Crítica | Conte Comigo
Em minha missão de rever ao menos parte dos filmes mais importantes dos anos 2000, me deparei com este drama de Kenneth Lonergan, um diretor que divide sua carreira entre o cinema e o teatro, e que gostaria de ver mais vezes nas telonas.
Responsável pelo excepcional e aterrador “Manchester À Beira Mar”, este é seu primeiro filme e já apontava algumas das características que aperfeiçoaria com o tempo. Logo no começo, vemos pessoas dirigindo e observando as paisagens da pequena cidade onde moram, e não demoramos a perceber que os personagens de Laura Linney e Mark Ruffalo possuem visões diferentes da cidade onde nasceram. Unidos pela tragédia, e separados pela forma como lidaram com ela, um vê aquela fração de mundo como o único lugar possível para se viver a vida, enquanto o outro presta atenção no cemitério que parece dar boas vindas a todos que chegam de fora da cidade.
E é basicamente sobre isso que a trama trata, ao mostrar um curto período de tempo onde a vida dos irmãos se entrelaça novamente, vemos como ambos lidam com momentos conturbados de forma aparentemente diferente - ela otimista e tentando fazer dar certo, ele fingindo que não liga - mas que no fundo prova que são dois adultos confusos e inseguros sobre o que fazer a seguir. Mas apesar de sua dinâmica ser funcional e interessante por si só, a falta de eventos no roteiro, também de Lonergan, proporciona uma gordurinha na produção que poderia ser cortada sem alterar seu efeito. Almoços, jantares, noites entediantes na frente da TV, casos extra-conjugais, brigas, vemos de tudo. E de novo. Inclusive, em certos monólogos é possível perceber até mesmo a natureza teatral do cineasta, algo que me tirou do filme uma ou outra vez por não ter sido explorado, e sim meio que jogado no meio da narrativa. Alie isso à convencionalidade visual - que aqui e ali surpreende sim, evocando visual e sonoramente “Desprezo”, de Godard - e algo que muitos falaram na época ainda se aplica: é um filme que, hoje, iria melhor se lançado direto na Netflix.

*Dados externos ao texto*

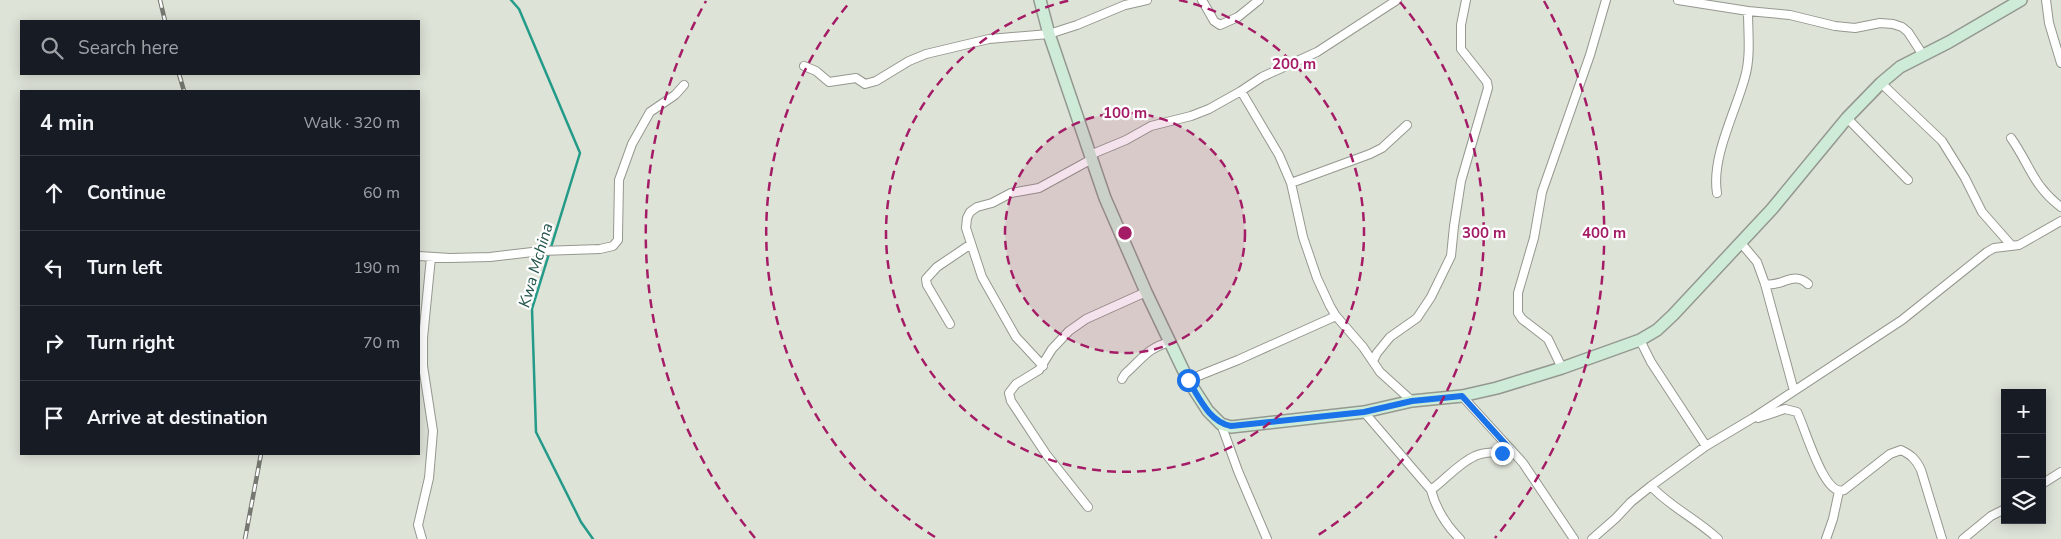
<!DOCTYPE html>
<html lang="en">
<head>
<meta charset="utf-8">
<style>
  :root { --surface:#171b24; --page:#242831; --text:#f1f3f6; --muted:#9ea1a6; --line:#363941 }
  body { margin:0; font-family:"Nunito Sans",sans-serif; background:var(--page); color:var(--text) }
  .controls { position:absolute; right:15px; bottom:15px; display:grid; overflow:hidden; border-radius:0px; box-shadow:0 2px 12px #0003 }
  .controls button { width:45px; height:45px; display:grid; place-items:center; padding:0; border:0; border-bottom:1px solid var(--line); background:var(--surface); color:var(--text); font:25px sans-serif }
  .stop { position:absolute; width:15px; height:15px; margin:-11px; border:4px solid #1a73e8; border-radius:50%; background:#fff }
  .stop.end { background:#1a73e8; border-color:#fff; box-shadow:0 1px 5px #0008 }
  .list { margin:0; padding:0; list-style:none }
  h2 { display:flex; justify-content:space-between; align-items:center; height:65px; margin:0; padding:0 20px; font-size:21px }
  h2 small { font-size:16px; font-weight:400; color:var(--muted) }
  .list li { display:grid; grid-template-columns:32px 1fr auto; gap:15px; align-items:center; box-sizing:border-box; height:75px; padding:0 20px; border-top:1px solid var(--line) }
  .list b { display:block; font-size:19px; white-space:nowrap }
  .list em { font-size:16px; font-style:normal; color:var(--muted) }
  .icon { flex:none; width:28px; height:28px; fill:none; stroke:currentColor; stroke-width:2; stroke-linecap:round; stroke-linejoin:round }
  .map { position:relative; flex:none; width:2061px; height:539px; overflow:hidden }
  .search { position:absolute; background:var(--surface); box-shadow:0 2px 12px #0003; left:20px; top:20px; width:400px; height:55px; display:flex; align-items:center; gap:12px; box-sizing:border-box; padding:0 18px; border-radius:0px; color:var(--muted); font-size:19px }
  .panel { position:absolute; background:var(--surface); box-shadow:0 2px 12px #0003; left:20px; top:90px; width:400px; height:365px; border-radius:0px }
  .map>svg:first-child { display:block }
</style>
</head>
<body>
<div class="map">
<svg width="2061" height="539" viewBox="0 0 2061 539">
  <rect width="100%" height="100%" fill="#dee3d8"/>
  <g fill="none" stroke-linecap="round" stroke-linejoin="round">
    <path stroke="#239b88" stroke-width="2.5" d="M511,0L519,9L580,153L532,309L536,432L581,522L593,539"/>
    <defs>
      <path id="street" d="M1202,0L1214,21L1220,25L1238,17L1259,0
        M1678,0L1748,11L1790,15L1835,26L1855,28L1880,23L1893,24L1902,27L1908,32L1923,55
        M2046,0L2049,23L2061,63
        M804,66L816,71L829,82L856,78L865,84L876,81L909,61L926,54L989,39L1049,34L1077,25L1125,5L1147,0
        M1881,83L1942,141L1965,178L1982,212L2011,245
        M1241,91L1279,155L1291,183L1303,237L1317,278L1330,306L1336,316L1363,347L1380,372L1412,401
        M1847,118L1908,180
        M2011,138C2030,165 2033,186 2061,207
        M1090,155L1126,140L1151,126L1191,116L1209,109L1241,91L1262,77L1317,52L1397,0
        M1291,183L1370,154L1382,148L1407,125
        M1717,193C1711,157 1736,111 1745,77C1751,56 1748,33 1748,11
        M1741,243L1757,262L1765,284L1794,391
        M419,256L450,258L490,257L541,251L600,249L613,246L618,240V236L619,180L632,144L650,112L675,95L684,85
        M1765,284C1781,288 1793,270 1808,284
        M950,324L927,285L926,279L937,267L971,244
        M1640,340L1651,362L1706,446
        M1373,361L1377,353L1390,337L1417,318L1431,297L1451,256L1454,226L1461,181L1488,88L1487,82L1461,49V25L1466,0
        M1043,366L1016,337L982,277L966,228L967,218L970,212L977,207L992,203L1011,193L1039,188L1092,159
        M1562,368L1548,339L1522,319L1518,313V293L1534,238L1542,192L1590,55L1606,0
        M1122,379L1125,374C1142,359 1148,347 1171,342
        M1188,380L1238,360L1336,316
        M1462,396L1523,463L1574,539
        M1364,412L1431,490C1436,509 1446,525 1460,539
        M1758,418L1785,409L1797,412C1805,427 1824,498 1844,490L1890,454L1901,450C1911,455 1916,459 1921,470L1942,539
        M1221,424L1238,471L1267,539
        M2042,484L2061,472
        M1651,486C1670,507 1697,519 1718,539
        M1431,490C1446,479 1459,463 1475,456C1487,450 1497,455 1510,449
        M1088,507L1046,454L1011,401L1009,393L1016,384L1039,370L1052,349L1069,331L1086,319L1146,292
        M422,539L418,525L429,478L433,431L423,366V338L431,257
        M1592,539L1616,518L1631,502L1651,486L1706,446L1753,418L1902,320L1987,252L1994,248L2019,245L2061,221
        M1826,539L1833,519L1839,491
        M1963,539L1991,516L2005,509"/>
      <path id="secondary" d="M1040,0L1049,34L1105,198L1146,292L1188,380L1208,411L1221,424L1231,427L1364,412L1412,401L1462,396L1497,388L1562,368L1640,340L1657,330L1673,315L1772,209L1847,118L1881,83L1900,67L1949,42L2021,0"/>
    </defs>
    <use href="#street" stroke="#94988e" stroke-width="10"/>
    <use href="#secondary" stroke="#94988e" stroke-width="14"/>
    <use href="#street" stroke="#fff" stroke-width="8"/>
    <use href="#secondary" stroke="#ceebd8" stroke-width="11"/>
    <defs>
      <path id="rail" d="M160,0L165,21
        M179,74L184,91
        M245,539L261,454"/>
    </defs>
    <use href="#rail" stroke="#757871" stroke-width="4.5"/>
    <use href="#rail" stroke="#fff" stroke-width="2.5" stroke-dasharray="8" stroke-linecap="butt"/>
  </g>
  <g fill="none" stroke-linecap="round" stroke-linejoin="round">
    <path stroke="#1a73e8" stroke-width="6" d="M1188,380C1199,397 1209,422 1231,426L1364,412L1412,401L1462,396L1510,449L1502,453"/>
  </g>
  <circle cx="1125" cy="233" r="120" fill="#a41c66" fill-opacity=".12"/>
  <g fill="none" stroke="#a41c66" stroke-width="2.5" stroke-dasharray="9 6">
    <circle cx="1125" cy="233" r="120"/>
    <path d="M1179 0A239 239 0 1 1 1071 0"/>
    <path d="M935 537A359 359 0 0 1 850 2M1400 2A359 359 0 0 1 1315 537"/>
    <path d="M755 538A479 479 0 0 1 706 1M1544 1A479 479 0 0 1 1495 538"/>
  </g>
  <g text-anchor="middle" stroke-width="4.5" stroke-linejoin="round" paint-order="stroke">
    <g font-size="16" font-style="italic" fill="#25554c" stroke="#fff">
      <text transform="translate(535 265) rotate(-74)" y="6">Kwa Mchina</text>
    </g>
  </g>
  <circle cx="1125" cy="233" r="8" fill="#a41c66" stroke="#fff" stroke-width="2.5"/>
  <g font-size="15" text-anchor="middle" font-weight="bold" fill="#a41c66" stroke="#fff" stroke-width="4.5" stroke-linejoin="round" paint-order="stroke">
    <text x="1294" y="69">200 m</text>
    <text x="1125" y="118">100 m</text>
    <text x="1484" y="238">300 m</text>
    <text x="1604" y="238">400 m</text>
  </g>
</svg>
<div class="controls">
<button>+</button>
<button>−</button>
<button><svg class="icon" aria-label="layers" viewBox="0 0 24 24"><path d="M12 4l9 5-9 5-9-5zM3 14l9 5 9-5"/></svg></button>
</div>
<div class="stop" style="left:1188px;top:380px"></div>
<div class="stop end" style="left:1502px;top:453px"></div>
<div class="search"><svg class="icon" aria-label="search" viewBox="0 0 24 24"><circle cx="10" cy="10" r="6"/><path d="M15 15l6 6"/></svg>Search here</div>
<section class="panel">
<h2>4 min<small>Walk · 320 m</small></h2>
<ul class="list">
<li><svg class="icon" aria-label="ahead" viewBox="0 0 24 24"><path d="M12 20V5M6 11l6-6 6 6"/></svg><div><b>Continue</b></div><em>60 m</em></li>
<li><svg class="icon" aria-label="left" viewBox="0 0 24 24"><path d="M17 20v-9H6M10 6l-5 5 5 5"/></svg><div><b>Turn left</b></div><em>190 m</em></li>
<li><svg class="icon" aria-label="right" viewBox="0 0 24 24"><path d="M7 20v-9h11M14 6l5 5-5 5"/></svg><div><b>Turn right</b></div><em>70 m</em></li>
<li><svg class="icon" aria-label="arrive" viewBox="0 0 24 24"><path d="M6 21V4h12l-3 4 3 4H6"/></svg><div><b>Arrive at destination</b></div></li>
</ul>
</section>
</div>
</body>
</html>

Mas mesmo que a discussão dicotômica entre conformidade e inquietacao acabe ficando um pouco perdida, as performances de Linney e Ruffalo mais do que elevam o bom material. Ela é o foco principal, e apesar de que gostaria de ter visto um pouco mais da miséria emocional em que sua personagem se encontra, a maneira como Linney comunica coisas apenas com olhares e gestos é algo possível apenas para uma intérprete de seu nível. Perceba como, sem falar uma palavra, mostra como seu apreço pelo amante volta a crescer após perceber o quão disposto este está para fazê-la feliz. Já Ruffalo pode até exagerar nos maneirismos, mas a pureza de sua performance a transforma em minha favorita de sua subestimada carreira. Sempre com um cigarro em mãos e jamais soando como um ator interpretando um personagem, ele oferece ao menos dois momentos memoráveis onde sua relação com o sobrinho comprova que, por trás de toda a postura de quem não liga, há um jovem carinhoso e preocupado com o que lhe restou de família, mas que sabe que ainda precisa encontrar um motivo para a própria vida.
Não tão triste como Lonergan parece querer, e não tão feliz a ponto de te dar aquele fôlego extra que apenas a arte consegue, “Conte Comigo” é, ao menos, encerrado com uma bela cena onde os irmãos relembram o que costumavam falar um para o outro, provavelmente após a tragédia que marcou suas vidas.